RAB member stations have access to over 5,000 current co-op programs on the member site. If your station is not a member of RAB, there is a representative list of co-op programs on the nprstations.org site for reference. Don't forget that co-op dollars apply to almost all businesses - even your local service providers. When we refer to "retailers", we're not just talking about retail stores.
Let's look at an example of how co-op works:
Your local bookstore buys books from Random House. Random House has multiple co-op opportunities. Here is an example of how they're listed in the co-op plan, and what they mean to your local business partner:
Juvenile: 100% up to 4% of previous year's net billings for Crown, RH, Knopf Juvenile books and cassettes. New and indirect retailers earn 6% of current year's billings of one supporting order per season. Expires 12/31.
What it means: If your local bookseller spent $50,000 on juvenile books last year, Random House provides $2000 (4% of their expenditure) to spend in promoting Crown, Random House and Knopf brands of books and cassettes. If your client is a new bookseller or a dealer of another type (not a bookseller), they have $3000 (6% of their purchase dollars) to spend based on a $50,000 order placed in spring, plus another 6% of subsequent dollars for orders placed in winter, summer and fall.

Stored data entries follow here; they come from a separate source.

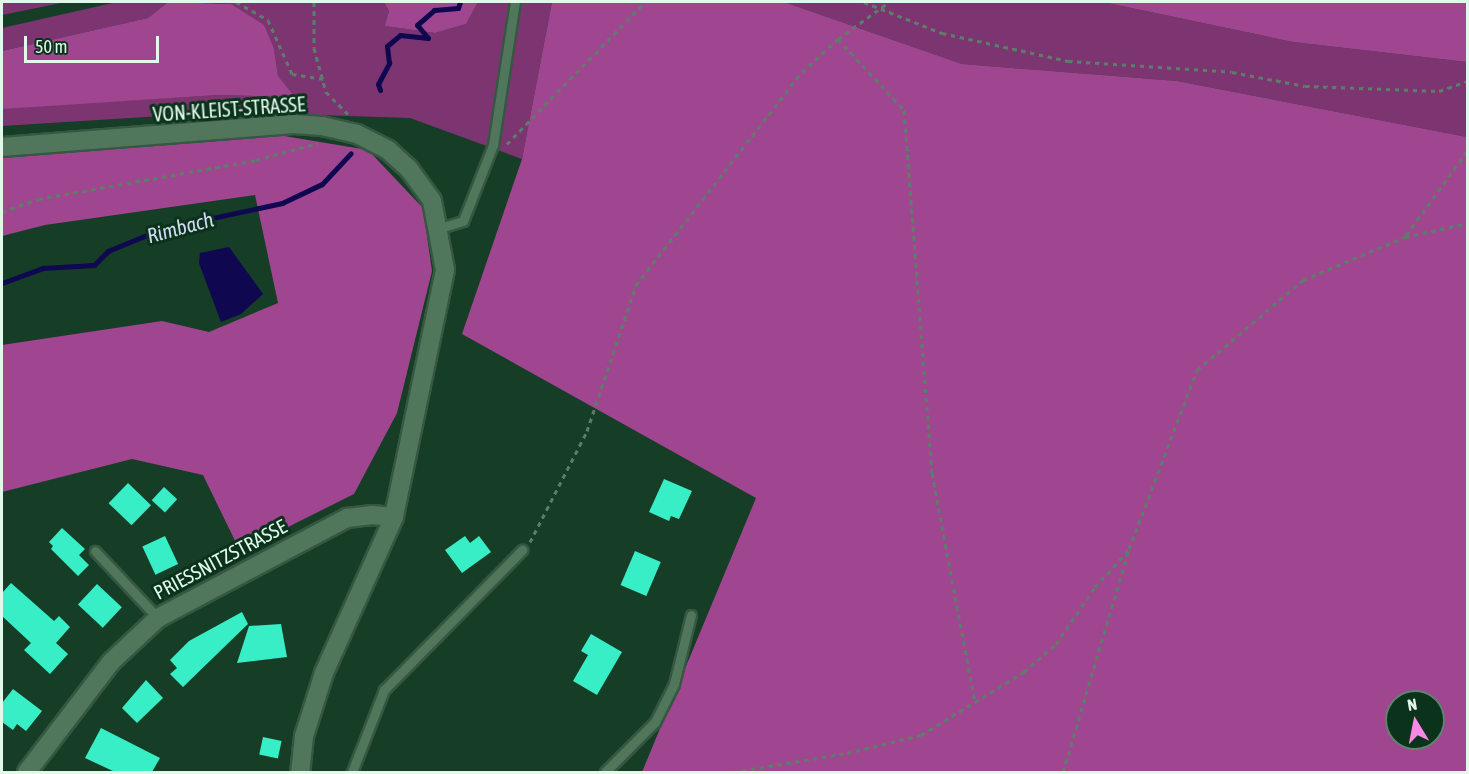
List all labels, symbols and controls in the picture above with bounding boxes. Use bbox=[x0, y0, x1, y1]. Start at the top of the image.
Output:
scale bar bbox=[27, 24, 162, 62]
text: 50 m bbox=[35, 36, 67, 57]
street label: VON-KLEIST-STRASSE bbox=[152, 92, 306, 126]
water label: Rimbach bbox=[144, 206, 216, 248]
street label: PRIESSNITZSTRASSE bbox=[149, 514, 291, 604]
north arrow bbox=[1385, 690, 1445, 750]
text: N bbox=[1406, 695, 1418, 714]

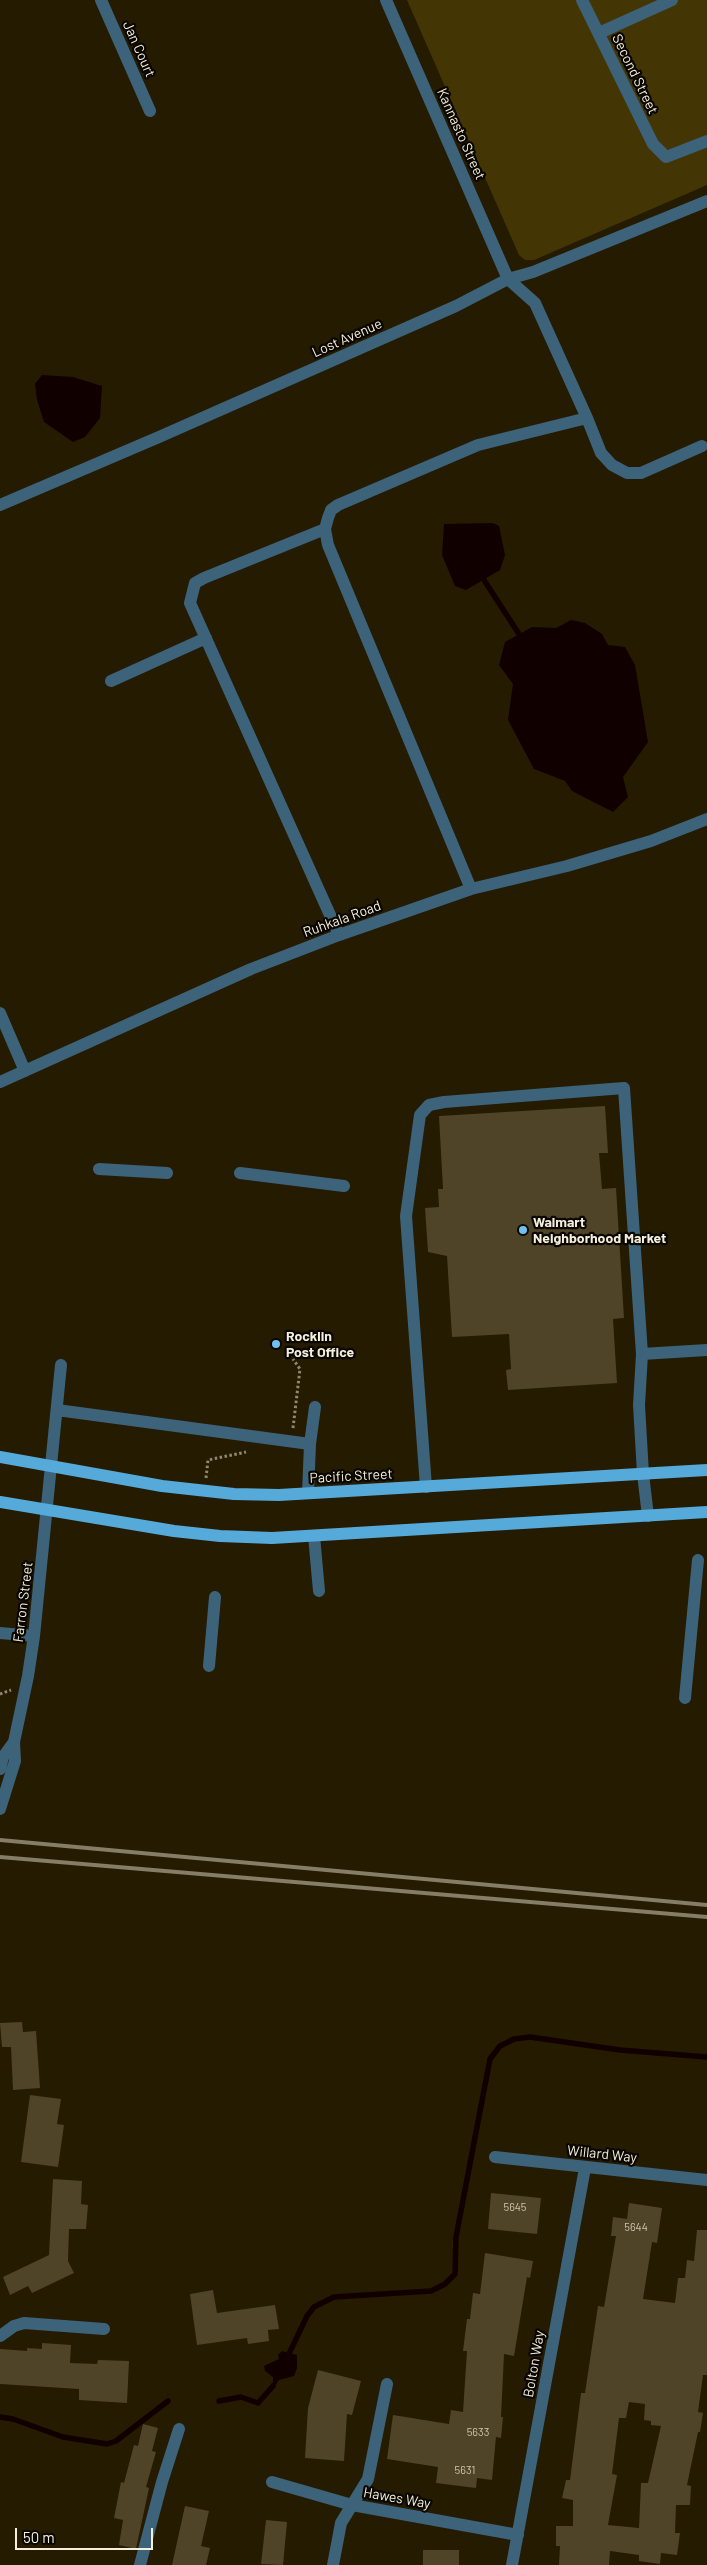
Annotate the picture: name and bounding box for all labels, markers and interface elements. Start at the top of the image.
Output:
street label: Jan Court [119,18,159,80]
street label: Second Street [608,31,662,117]
street label: Kannasto Street [433,86,489,182]
street label: Lost Avenue [309,315,385,361]
street label: Ruhkala Road [301,897,383,941]
place label: Walmart Neighborhood Market [533,1214,666,1246]
marker: Walmart Neighborhood Market [517,1224,529,1236]
place label: Rocklin Post Office [286,1328,354,1360]
marker: Rocklin Post Office [270,1338,282,1350]
street label: Pacific Street [309,1465,393,1487]
street label: Farron Street [10,1561,36,1643]
street label: Willard Way [566,2142,638,2166]
house number: 5645 [503,2200,527,2214]
house number: 5644 [624,2220,648,2234]
street label: Bolton Way [520,2329,548,2399]
house number: 5633 [467,2425,489,2439]
house number: 5631 [455,2463,475,2477]
street label: Hawes Way [362,2484,432,2512]
scale bar [18,2518,155,2550]
text: 50 m [23,2528,55,2546]

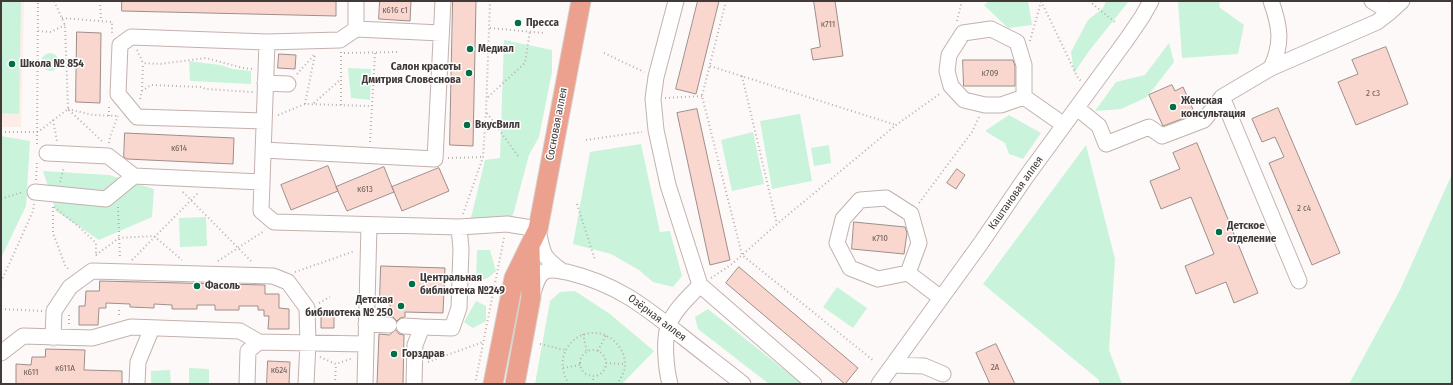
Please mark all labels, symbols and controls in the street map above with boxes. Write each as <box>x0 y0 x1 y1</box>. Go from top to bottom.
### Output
house number: к616 с1 <box>382 5 408 15</box>
place label: Пресса <box>526 16 559 30</box>
marker: Пресса <box>513 18 523 28</box>
house number: к711 <box>821 19 835 29</box>
place label: Медиал <box>478 42 514 56</box>
marker: Медиал <box>465 44 475 54</box>
place label: Школа № 854 <box>20 57 84 71</box>
marker: Школа № 854 <box>7 59 17 69</box>
place label: Салон красоты Дмитрия Словеснова <box>362 60 461 86</box>
marker: Салон красоты Дмитрия Словеснова <box>464 68 474 78</box>
house number: к709 <box>982 68 998 78</box>
street label: Сосновая аллея <box>543 86 571 162</box>
house number: 2 с3 <box>1366 88 1380 98</box>
place label: Женская консультация <box>1181 94 1246 120</box>
marker: Женская консультация <box>1168 102 1178 112</box>
place label: ВкусВилл <box>475 118 520 132</box>
marker: ВкусВилл <box>462 120 472 130</box>
house number: к614 <box>171 143 187 153</box>
street label: Каштановая аллея <box>986 154 1046 232</box>
house number: к613 <box>357 184 373 194</box>
house number: 2 с4 <box>1297 203 1311 213</box>
place label: Детское отделение <box>1227 219 1276 245</box>
marker: Детское отделение <box>1214 227 1224 237</box>
house number: к710 <box>872 233 888 243</box>
place label: Центральная библиотека №249 <box>420 271 505 297</box>
place label: Фасоль <box>205 279 240 293</box>
marker: Центральная библиотека №249 <box>407 279 417 289</box>
marker: Фасоль <box>192 281 202 291</box>
street label: Озёрная аллея <box>625 292 689 344</box>
place label: Детская библиотека № 250 <box>305 293 393 319</box>
marker: Детская библиотека № 250 <box>396 301 406 311</box>
place label: Горздрав <box>402 347 445 361</box>
marker: Горздрав <box>389 349 399 359</box>
house number: 2А <box>991 362 999 372</box>
house number: к611А <box>55 363 75 373</box>
house number: к624 <box>271 365 287 375</box>
house number: к611 <box>23 367 39 377</box>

100% co-op plans pay for 100% of the underwriting. The local bookseller does not have to add any funds of their own. [If, however, this co-op was only a 50-50 plan, Random House would provide only half of the 4% (or 6%) figure - $1000 or $1500 - and the dealer would have to match that number with $1000 or $1500 from their budget.]
Bottom line, co-op stretches the retailer's dollars.
How can I work with my local business partners to help create a path for co-op dollars to come to my radio station?
THE EASY WAY: (Your client deals with the vendor)
THE HARDER WAY: (You deal with the vendor)
How do we get paid?
Alert your traffic or business manager that this is a co-op buy and as such, will need special attention. Incorrect paperwork can delay payment to the local business from the manufacturer, causing a late payment to the station.
After the schedule ends, you have a set number of days to provide WRITTEN proof that the schedule aired. In addition to billing the client, you must provide documentation to the manufacturer. This usually contains your station call letters, the client's name, the flight dates, a copy of the script, a notarized affidavit of the dates and times that it ran, the invoice number, number of spots, rate per spot and the total amount billed to the client. Keep a copy for your station files.
Check back with your local business partner for feedback on the schedule. If payment is slow in coming to the dealer, offer to call the manufacturer to expedite the process.
It takes a lot of time to put together a co-op buy.
That's why retailers release their programs well in advance of the deadline, and the RAB reports give you 4 - 6 months lead time. Almost every retailer or service provider will carry some products that will generate co-op dollars. However, it's not as difficult or time-consuming as it sounds. Once a relationship is established with a manufacturer, it's simply a matter of getting new information and doing the required paperwork.
Your underwriting reps will find that successful co-op deals afford them a better client relationship, a greater chance for repeat sales and valuable contacts with the manufacturer's reps.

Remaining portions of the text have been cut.